You're right. I squared instead of cubed a
the mass = 2.95x10^24 kg
and the density = 59032871.67 kg/m^3
how can i rewrite the density, and how do i figure out what that is composed of?

 

[tony873004]

What it's made of will be your guess. Your options are pretty much: ice, rock, metal. It would be odd to find something of that size be pure metal, and being that it's in the Kuiper Belt, should give you a clue. But this is hypothetical, so don't rule anything out until you compare your values to the density of ice, rock and metal (iron).
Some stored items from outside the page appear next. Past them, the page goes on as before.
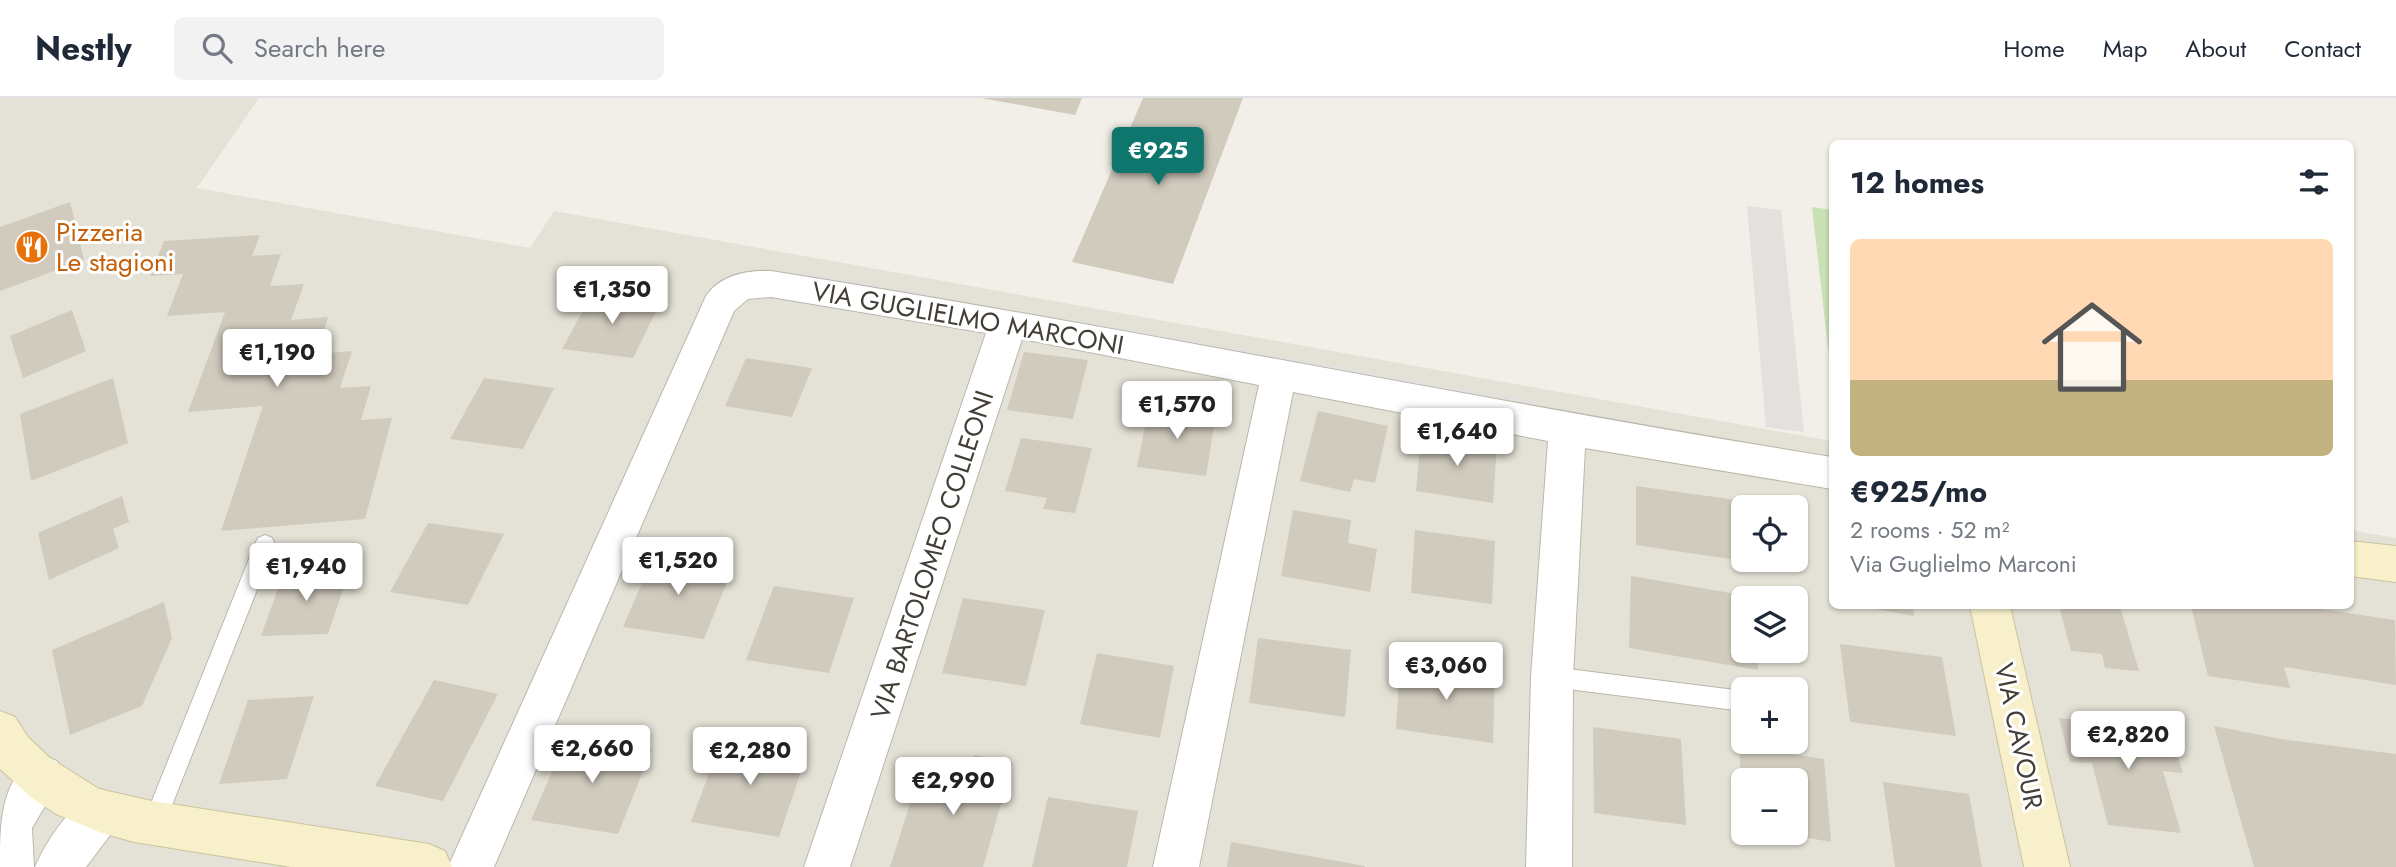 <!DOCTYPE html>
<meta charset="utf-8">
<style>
:root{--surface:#fff;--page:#f2f2f3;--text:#1f2937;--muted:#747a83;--line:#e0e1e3;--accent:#0f766e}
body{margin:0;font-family:Jost,sans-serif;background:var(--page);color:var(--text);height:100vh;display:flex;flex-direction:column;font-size:26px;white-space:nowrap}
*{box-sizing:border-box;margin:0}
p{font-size:23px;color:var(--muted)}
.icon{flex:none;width:38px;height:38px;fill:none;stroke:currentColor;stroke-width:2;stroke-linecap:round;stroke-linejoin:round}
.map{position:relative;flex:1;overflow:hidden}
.panel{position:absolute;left:1829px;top:42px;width:525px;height:469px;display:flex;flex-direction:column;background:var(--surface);border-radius:10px;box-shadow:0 2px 5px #0004}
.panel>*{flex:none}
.tools{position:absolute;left:1731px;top:397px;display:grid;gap:14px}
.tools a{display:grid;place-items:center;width:77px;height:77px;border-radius:10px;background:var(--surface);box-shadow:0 2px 5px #0004;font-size:35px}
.price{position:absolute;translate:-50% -60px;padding:0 16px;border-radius:7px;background:#fff;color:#222;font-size:23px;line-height:46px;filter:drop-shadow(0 2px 4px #0008)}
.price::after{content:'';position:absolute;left:50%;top:42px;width:21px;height:16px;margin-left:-10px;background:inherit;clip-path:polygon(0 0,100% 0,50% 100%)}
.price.active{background:var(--accent);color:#fff}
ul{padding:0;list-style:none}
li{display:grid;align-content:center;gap:14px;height:371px;padding:0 21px}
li+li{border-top:2px solid var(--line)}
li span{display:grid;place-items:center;height:217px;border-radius:10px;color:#555}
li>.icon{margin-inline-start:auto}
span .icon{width:126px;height:126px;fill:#fffc;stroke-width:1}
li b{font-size:30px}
h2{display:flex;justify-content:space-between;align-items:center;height:84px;padding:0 21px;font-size:30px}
header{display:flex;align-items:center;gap:42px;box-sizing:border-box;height:98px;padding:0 35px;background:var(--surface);border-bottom:2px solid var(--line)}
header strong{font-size:33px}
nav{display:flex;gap:38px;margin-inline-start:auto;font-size:24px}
.search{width:490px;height:63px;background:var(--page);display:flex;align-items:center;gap:18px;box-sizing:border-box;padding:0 24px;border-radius:10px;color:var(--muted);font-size:26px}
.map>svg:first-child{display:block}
.residential{fill:#e4e1d6;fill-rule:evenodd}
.green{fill:#cae1b5}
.parking{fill:#e3e1de}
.building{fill:#d1cbbe}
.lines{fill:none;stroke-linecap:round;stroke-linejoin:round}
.lane-casing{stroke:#bbb7ab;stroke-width:2}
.street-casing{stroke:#bbb7ab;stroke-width:2}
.secondary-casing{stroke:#cbc39c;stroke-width:2}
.lane{fill:#fff;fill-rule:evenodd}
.street{fill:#fff;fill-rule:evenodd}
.secondary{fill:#f8f0cb;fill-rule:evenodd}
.labels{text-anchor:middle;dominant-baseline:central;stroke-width:6;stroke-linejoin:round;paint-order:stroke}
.food-label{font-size:26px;fill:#c56008;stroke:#fff;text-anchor:start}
.street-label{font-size:26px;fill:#433f37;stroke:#fff}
</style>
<header>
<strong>Nestly</strong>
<div class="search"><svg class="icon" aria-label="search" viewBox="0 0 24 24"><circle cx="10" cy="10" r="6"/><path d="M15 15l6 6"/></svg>Search here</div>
<nav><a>Home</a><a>Map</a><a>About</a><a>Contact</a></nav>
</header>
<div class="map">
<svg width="2396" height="769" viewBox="0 0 2396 769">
<rect width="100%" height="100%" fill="#f1efe7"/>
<path class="residential" d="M0,0H259L197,90L530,150L554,113L1832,343V508H2350V432L2396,440V769H0ZM1743,410H1796V462H1743ZM1743,500H1796V553H1743ZM1743,592H1796V644H1743ZM1743,682H1796V735H1743Z"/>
<path class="green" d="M1812,109L1832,112V285Z"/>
<path class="parking" d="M1747,108L1781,112L1804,334L1766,329Z
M802,174L1534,303L1533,312L798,182Z"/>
<path class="building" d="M981,0H1082L1075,17Z
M1143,0H1243L1173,186L1072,164Z
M70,104L84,162L0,193V129Z
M260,137L252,158L281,156L270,188L304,186L291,222L328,219L317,256L352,253L340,290L371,288L361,322L392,320L365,421L221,433L263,308L188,314L225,214L167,218L183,176L150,178L164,143Z
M592,196L660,205L633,260L562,251Z
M72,212L86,253L23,280L10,238Z
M1024,254L1088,262L1073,321L1007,312Z
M746,260L812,270L792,319L725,308Z
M113,280L128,345L31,383L20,316Z
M484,280L554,290L523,351L450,341Z
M1149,308L1216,315L1206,378L1137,369Z
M1318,313L1388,328L1375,385L1354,381L1350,394L1300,383Z
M1421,336L1497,347L1493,405L1416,393Z
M1021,340L1092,350L1075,415L1043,411L1047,400L1005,393Z
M1636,388L1758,405V410H1743V463L1636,447Z
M122,398L129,424L113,431L119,450L49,482L38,435Z
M1293,412L1351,422L1348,445L1377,451L1370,494L1281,478Z
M428,425L504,436L468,507L390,494Z
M1415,432L1495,443L1492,506L1411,495Z
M654,457L733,469L704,541L623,529Z
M350,471L328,536L261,538L284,474Z
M1631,478L1754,499L1743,500V553H1757L1758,572L1629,550Z
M774,488L854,500L829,575L746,562Z
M963,500L1045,512L1026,588L942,575Z
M164,504L172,540L142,608L70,637L52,552Z
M1865,508H1913L1914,518L1864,509Z
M2059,508H2120L2139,573L2105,570L2102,556L2071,553Z
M2191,508H2300L2395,522L2396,587L2284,569L2290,590L2208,578Z
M1258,540L1351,552L1345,619L1249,605Z
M1840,546L1942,559L1956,638L1850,624Z
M1097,555L1174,568L1160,640L1080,626Z
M1400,564L1495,577L1493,645L1396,631Z
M434,582L498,596L443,703L375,688Z
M314,598L287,681L219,686L248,602Z
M2059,620L2170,631L2183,675L2163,673L2181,735L2108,727L2092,665L2070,664Z
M2214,628L2281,641L2396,656V769H2254Z
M1593,629L1681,641L1686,727L1594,715Z
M568,637L652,651L618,736L531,722Z
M722,640L808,653L779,739L691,724Z
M1739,648L1824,661L1831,744L1786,736L1796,735V682H1741Z
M974,657L1013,664L983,769H890L920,674L966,683Z
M1883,684L1969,696L1982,769H1895Z
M1048,699L1138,713L1127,769H1032Z
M1231,744L1365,768V769H1227Z"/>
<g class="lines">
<defs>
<path id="lane" d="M265,437L272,440L275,446L165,725L162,733L154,736L146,733L143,725L255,446L258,440Z
M1552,569L1743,593V613L1552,589L1545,586L1541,579L1545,572Z"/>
<path id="street" d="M771,173C1126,229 1477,302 1832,359V391L1585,350L1573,579L1572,769H1526L1531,579L1548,343L1293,294L1199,769H1153L1259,287L1022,241L850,769H804L986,235L771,199L748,201L734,213L494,769H448L706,198C720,177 747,172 771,173Z
M41,657L57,663L63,678L32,730L34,769H0C0,725 0,677 41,657Z
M101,691L117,698L123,713L117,728L86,769H35C47,741 73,703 101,691Z"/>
<path id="secondary" d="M2350,443L2396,448V484L2350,478Z
M1970,508H2010L2070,769H2024Z
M0,613L15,619L28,639L50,660L99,691L152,703L429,746L445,753L452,769H291L134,744L99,734L56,716L32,700L0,671Z"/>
</defs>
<use href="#lane" class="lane-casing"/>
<use href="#street" class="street-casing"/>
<use href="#secondary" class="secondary-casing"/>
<use href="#lane" class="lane"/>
<use href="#street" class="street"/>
<use href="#secondary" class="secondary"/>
</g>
<defs>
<symbol id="restaurant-disc" viewBox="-11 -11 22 22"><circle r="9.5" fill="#e8710a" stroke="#fff"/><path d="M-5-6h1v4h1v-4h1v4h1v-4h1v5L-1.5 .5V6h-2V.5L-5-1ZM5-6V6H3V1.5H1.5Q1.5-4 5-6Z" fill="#fff"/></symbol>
</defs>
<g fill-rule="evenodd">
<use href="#restaurant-disc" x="13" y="130" width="38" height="38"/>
</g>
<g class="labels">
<g class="food-label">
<text x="56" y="134">Pizzeria<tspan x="56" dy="30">Le stagioni</tspan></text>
</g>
<g class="street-label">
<text transform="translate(968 220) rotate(10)">VIA GUGLIELMO MARCONI</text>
<text transform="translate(932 457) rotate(-72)">VIA BARTOLOMEO COLLEONI</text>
<text transform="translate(2019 638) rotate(78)">VIA CAVOUR</text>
</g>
</g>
</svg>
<div class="tools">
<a><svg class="icon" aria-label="locate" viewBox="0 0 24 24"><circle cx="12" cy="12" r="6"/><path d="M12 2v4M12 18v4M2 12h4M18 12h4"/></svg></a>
<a><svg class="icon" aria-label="layers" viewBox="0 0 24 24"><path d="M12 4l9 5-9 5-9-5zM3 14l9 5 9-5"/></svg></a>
<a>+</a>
<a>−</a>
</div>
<b class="price active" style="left:1158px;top:89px">€925</b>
<b class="price" style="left:612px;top:228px">€1,350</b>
<b class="price" style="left:277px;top:291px">€1,190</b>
<b class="price" style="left:1177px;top:343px">€1,570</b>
<b class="price" style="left:1457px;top:370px">€1,640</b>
<b class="price" style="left:678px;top:499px">€1,520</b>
<b class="price" style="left:306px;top:505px">€1,940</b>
<b class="price" style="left:1446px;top:604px">€3,060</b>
<b class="price" style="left:2128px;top:673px">€2,820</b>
<b class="price" style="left:592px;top:687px">€2,660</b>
<b class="price" style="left:750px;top:689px">€2,280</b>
<b class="price" style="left:953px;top:719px">€2,990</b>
<section class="panel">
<h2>12 homes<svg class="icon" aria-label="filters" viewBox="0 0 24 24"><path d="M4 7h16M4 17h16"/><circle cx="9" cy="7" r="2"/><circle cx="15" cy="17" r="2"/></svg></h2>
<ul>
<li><span style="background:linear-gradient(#ffd9b3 65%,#c2b280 0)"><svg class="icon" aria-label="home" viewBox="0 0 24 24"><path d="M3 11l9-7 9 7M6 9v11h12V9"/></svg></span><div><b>€925/mo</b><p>2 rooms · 52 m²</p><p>Via Guglielmo Marconi</p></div></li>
</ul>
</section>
</div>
And it can be a combination of these things. Just take your best guess. That's all scientists do with this small amount of data.

 

[astronomystudent]

I am going to go with rock. Thank you very much for all of ya'lls help. It is greatly appreciated.

 

[tony873004]

You're right. I squared instead of cubed a
the mass = 2.95x10^24 kg
and the density = 59032871.67 kg/m^3
how can i rewrite the density, and how do i figure out what that is composed of?

You could express it in grams / cm^3. Just divide by 1000.

You got the right answers.

This is where your teacher is weird! This object is more than half as massive as Earth, while only ~1/30 Earth's diameter. That's why it is so dense. It is a hypothetical question, so anything's possible. I'd like to know what your teacher says is the correct answer for its composition.

You should try to do #4 now, even though you don't need it. You almost had it and that's a good problem to understand.

 

[astronomystudent]

Yeah, I went to class, and he told us the answer was METAL. And I asked why it was metal and he said it was much too dense to be rock or ice. Is taht true?

 

[tony873004]

Yeah, I went to class, and he told us the answer was METAL. And I asked why it was metal and he said it was much too dense to be rock or ice. Is taht true?

Yes, but it's also too dense to be metal. Ask him what kind of metal.